Dass guter Rat teuer ist, zeigte sich in der Herbstsession. Aussenminister Ignazio Cassis appellierte an die Parlamentarier*innen: Die Schweiz müsse sich als verlässliche Partnerin erweisen und die zugesagte Kohäsionsmilliarde freigeben. Ein 1,3 Milliarden Franken teures Zeichen des guten Willens. Nach kontroversen Diskussionen erteilten sowohl National- als auch Ständerat grünes Licht.

Halbzeit in Bern

National- und Ständerat haben die Hälfte der Legislatur 2019–2023 durch. Was ist erreicht worden, was noch nicht? In einer Artikelserie zieht blue News Zwischenbilanz. Dieser Text erschien zum ersten Mal am 18. Dezember 2021.

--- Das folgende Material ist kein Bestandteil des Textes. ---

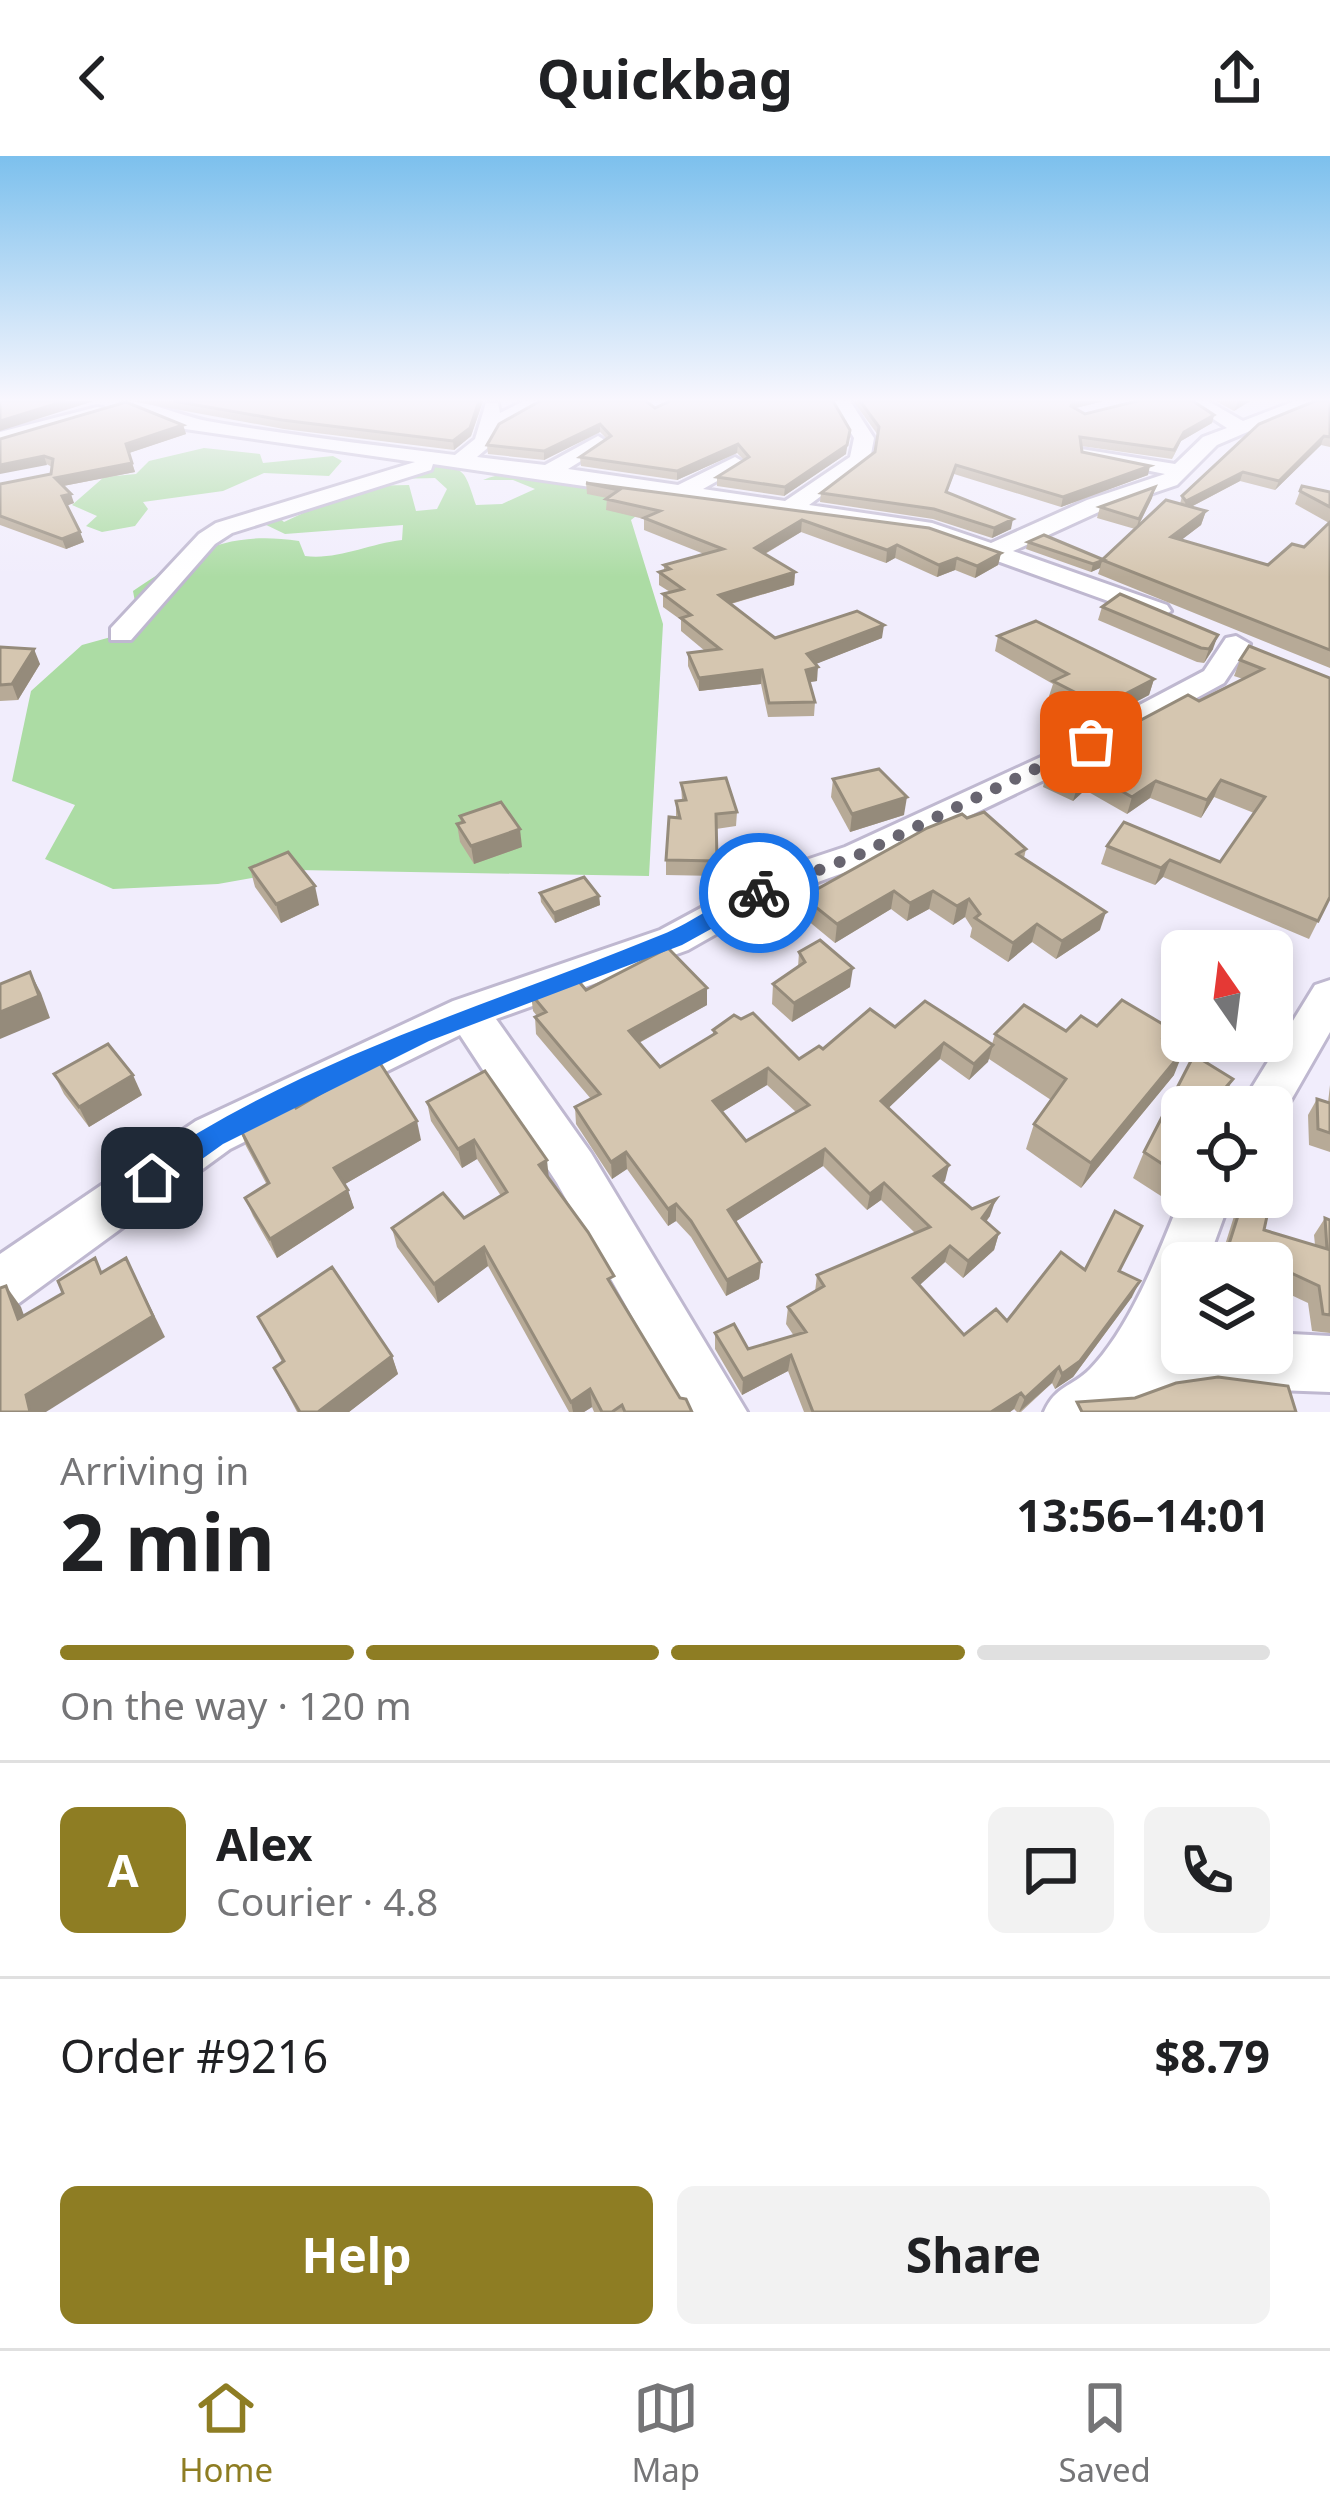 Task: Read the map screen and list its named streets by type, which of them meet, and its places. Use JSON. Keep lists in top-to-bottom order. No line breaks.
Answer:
{"north":"top","page":{"header":"Quickbag","heading":["2 min","Arriving in","13:56–14:01"],"panel":["Alex","Courier · 4.8","Order #9216","$8.79"],"bar":"On the way · 120 m","round":"A","buttons":["Help","Share"],"tabs":["Home","Map","Saved"]}} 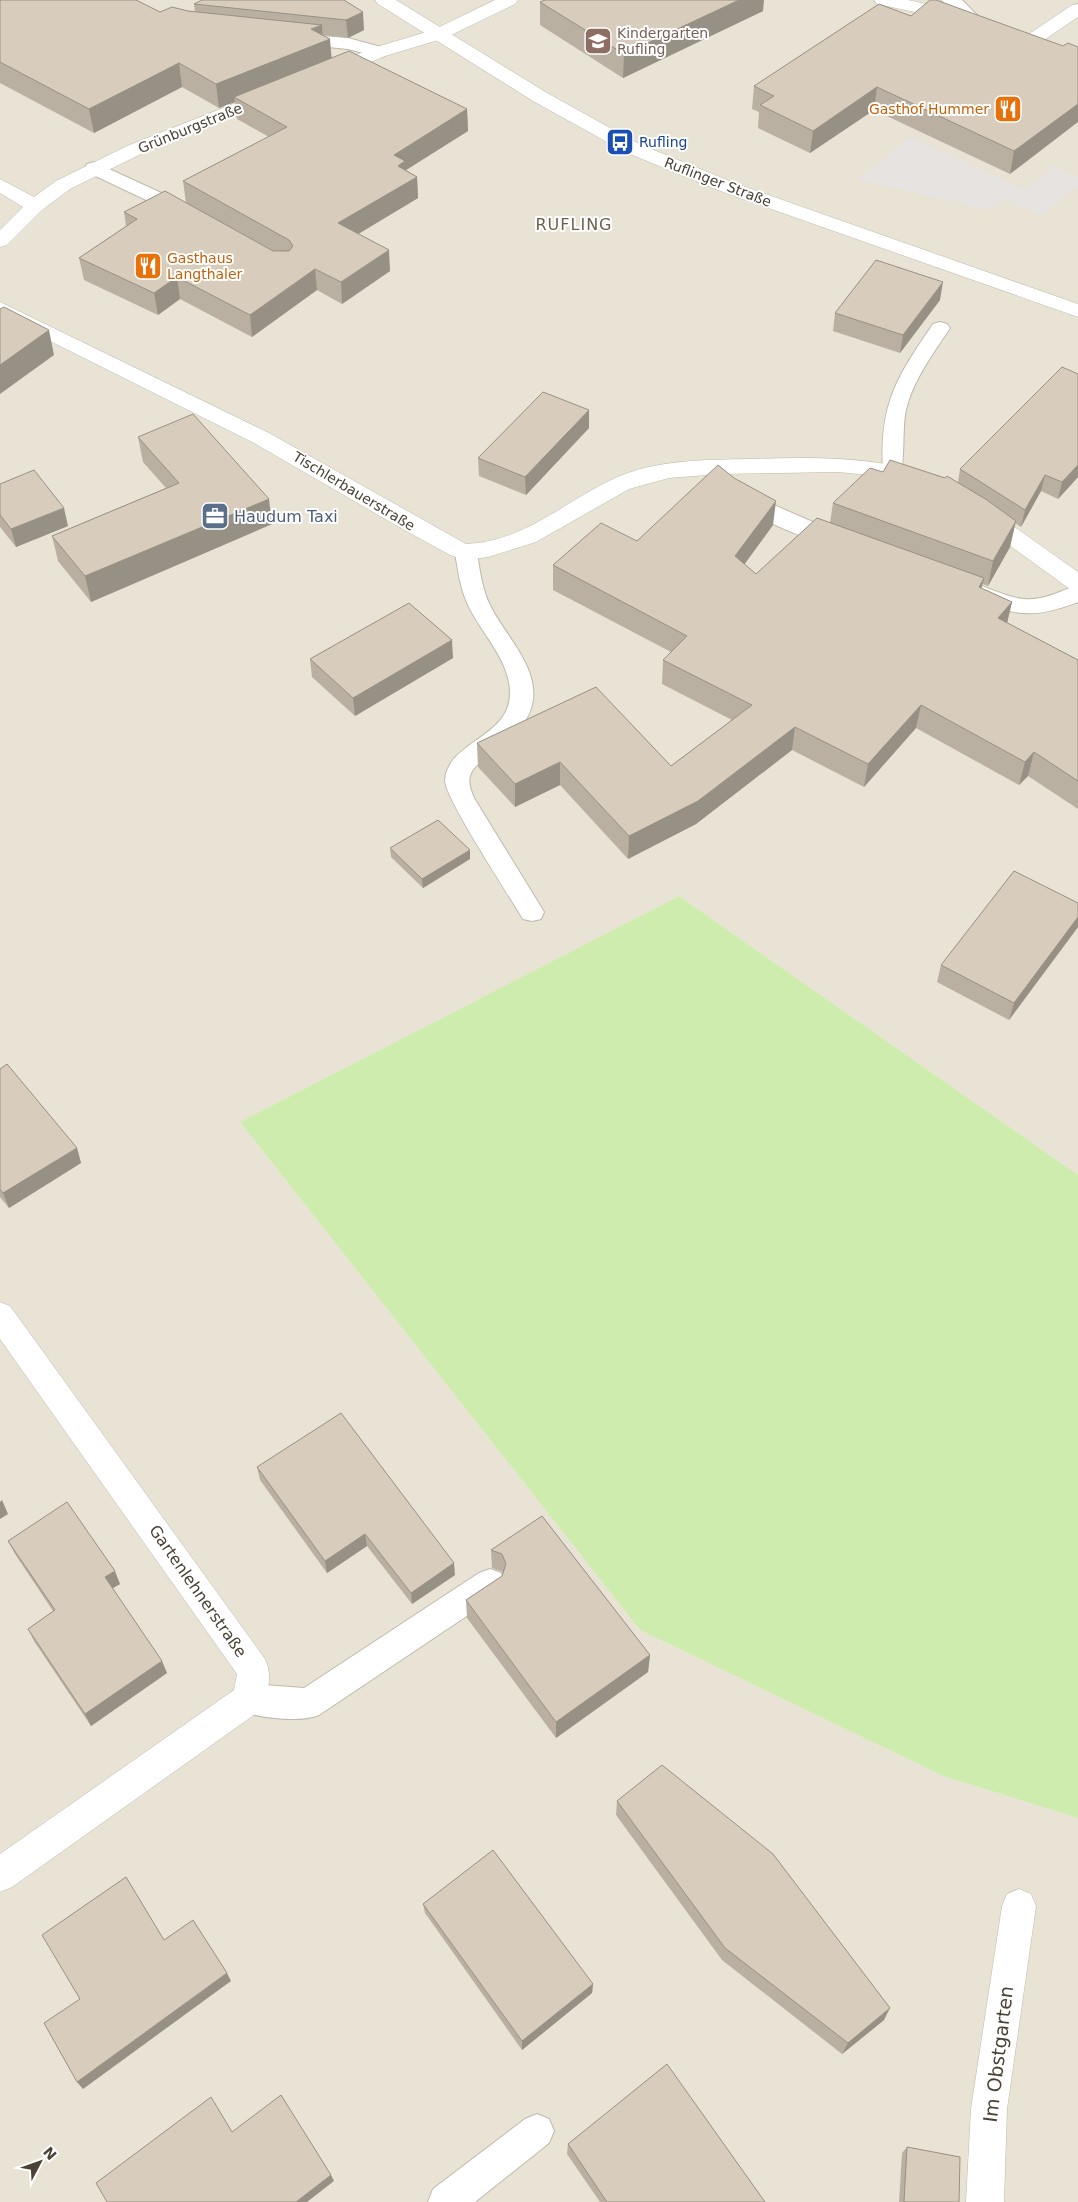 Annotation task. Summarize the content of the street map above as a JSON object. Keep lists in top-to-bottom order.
{
  "streets": {
    "street": [
      "Grünburgstraße",
      "Ruflinger Straße",
      "Tischlerbauerstraße",
      "Gartenlehnerstraße",
      "Im Obstgarten"
    ]
  },
  "districts": ["RUFLING"],
  "places": {
    "school or university": ["Kindergarten Rufling"],
    "restaurant": ["Gasthof Hummer", "Gasthaus Langthaler"],
    "bus stop": ["Rufling"],
    "office": ["Haudum Taxi"]
  },
  "north": "top right"
} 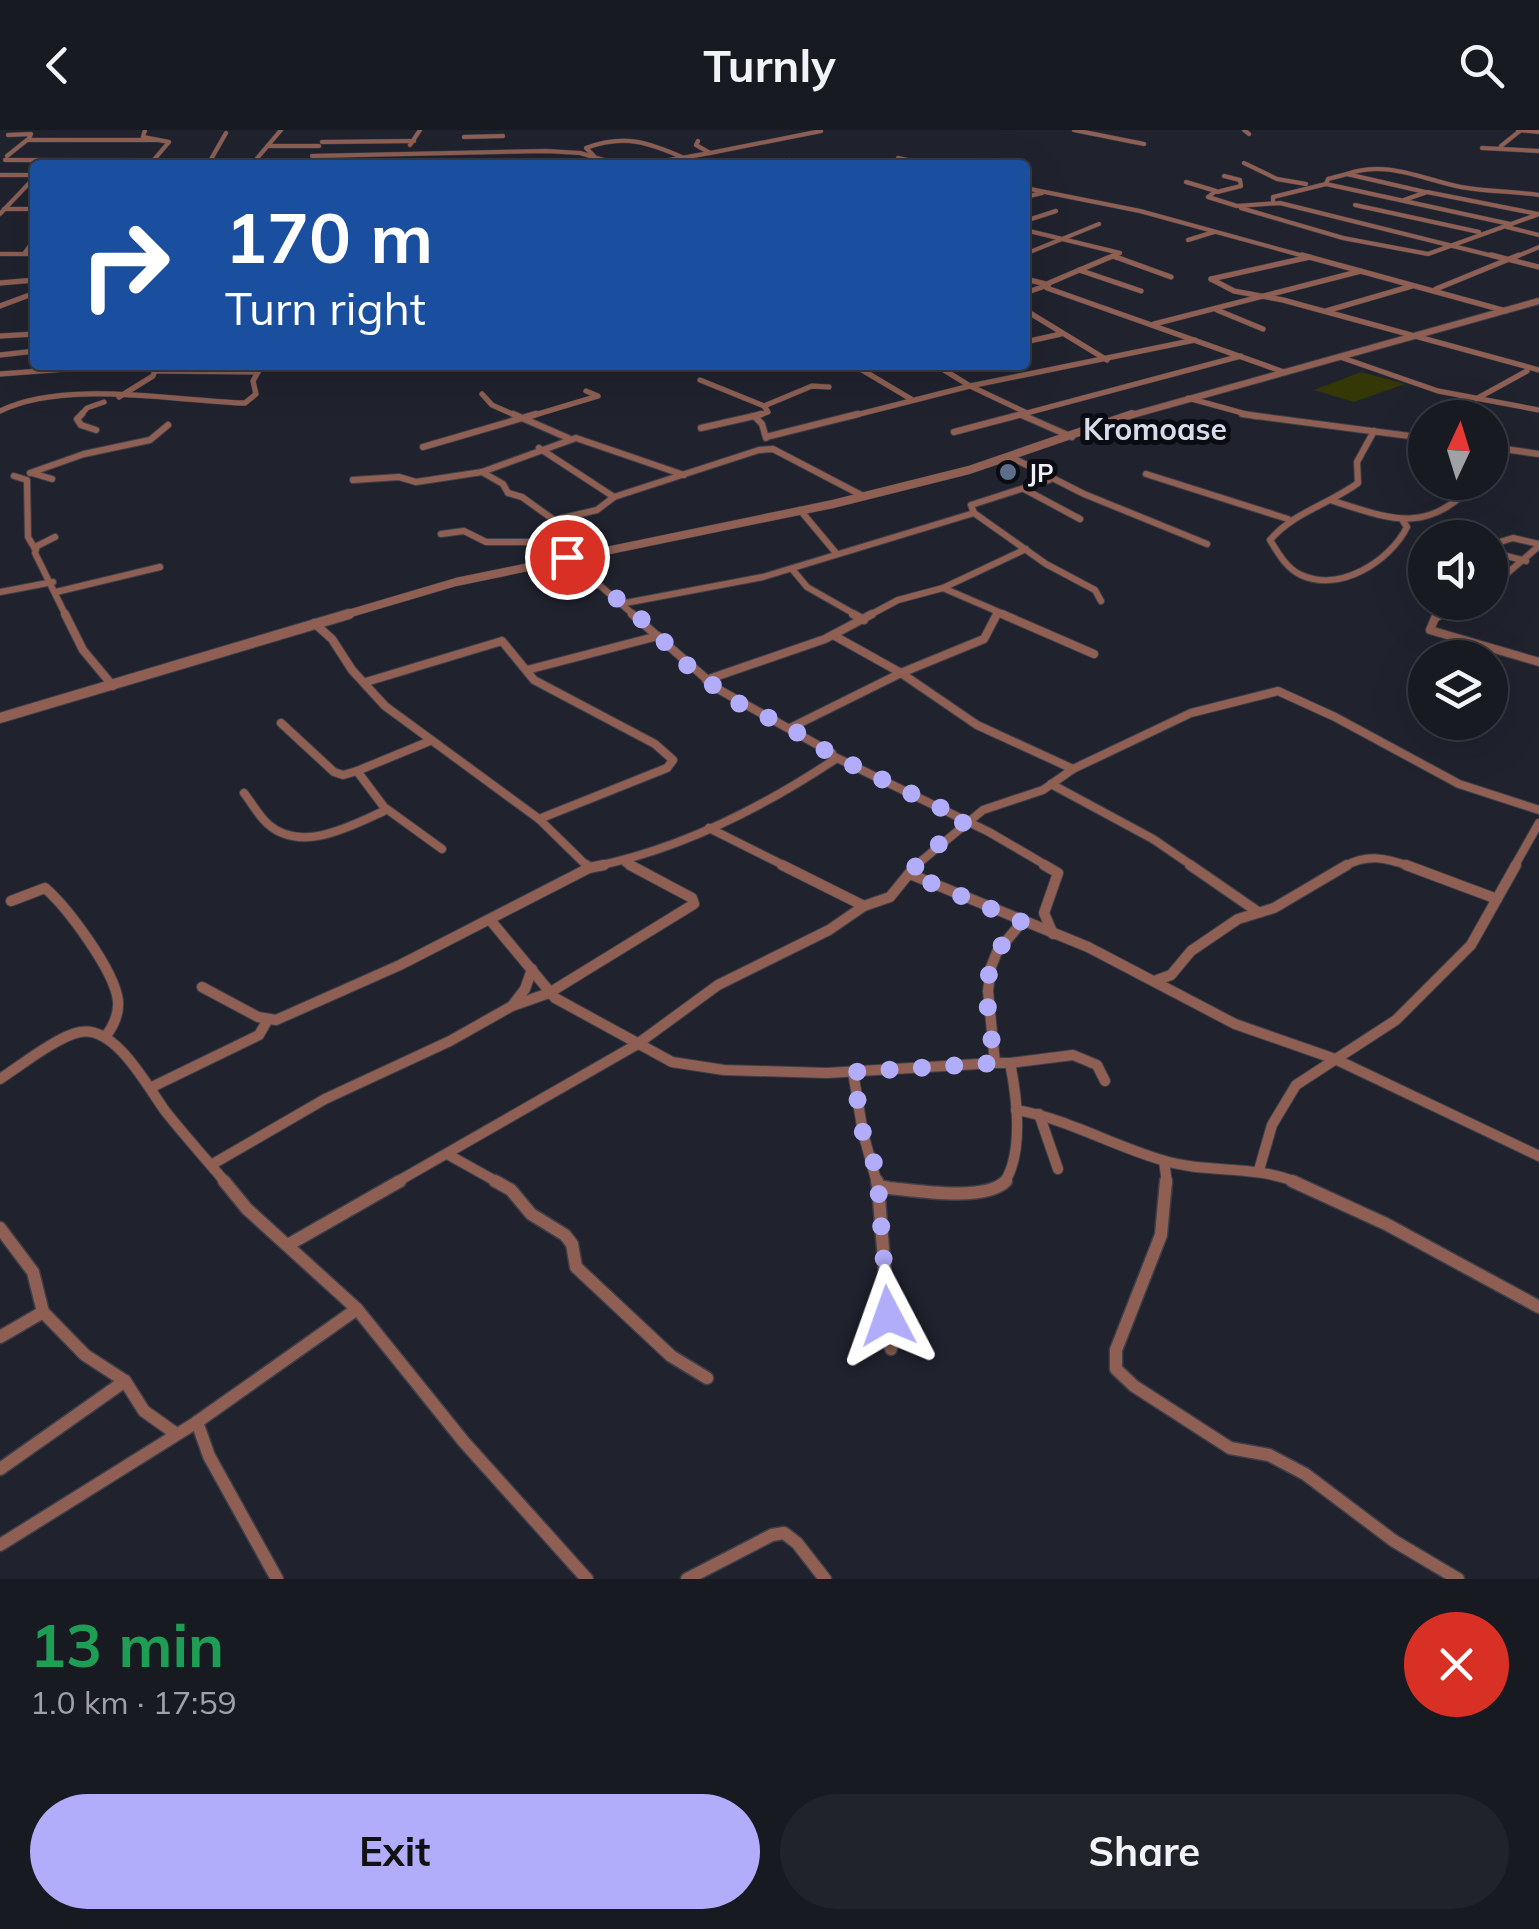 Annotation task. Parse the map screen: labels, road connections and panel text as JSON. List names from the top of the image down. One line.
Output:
{"districts":["Kromoase"],"places":["JP"],"north":"top","page":{"header":"Turnly","turn":["170 m","Turn right"],"heading":["13 min","1.0 km · 17:59"],"buttons":["Exit","Share"]}}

Der ersehnte Durchbruch? Nein. Brüssel war das kaum ein Wort der Anerkennung wert. Denn mehr als Geld will die EU von der Schweiz Klarheit, wie es in den grossen Streitfragen weitergeht: der Übernahme von EU-Recht und der Schlichtung in Streitfällen. Also genau jenen Knackpunkten, die ein Rahmenabkommen hätte regeln sollen.

Darauf pochte EU-Vizekommissar Maros Sefcovic nach seinem ersten Amtstreffen mit Ignazio Cassis im November. Auch über regelmässige Kohäsionsbeiträge müsse man reden, so der Slowake.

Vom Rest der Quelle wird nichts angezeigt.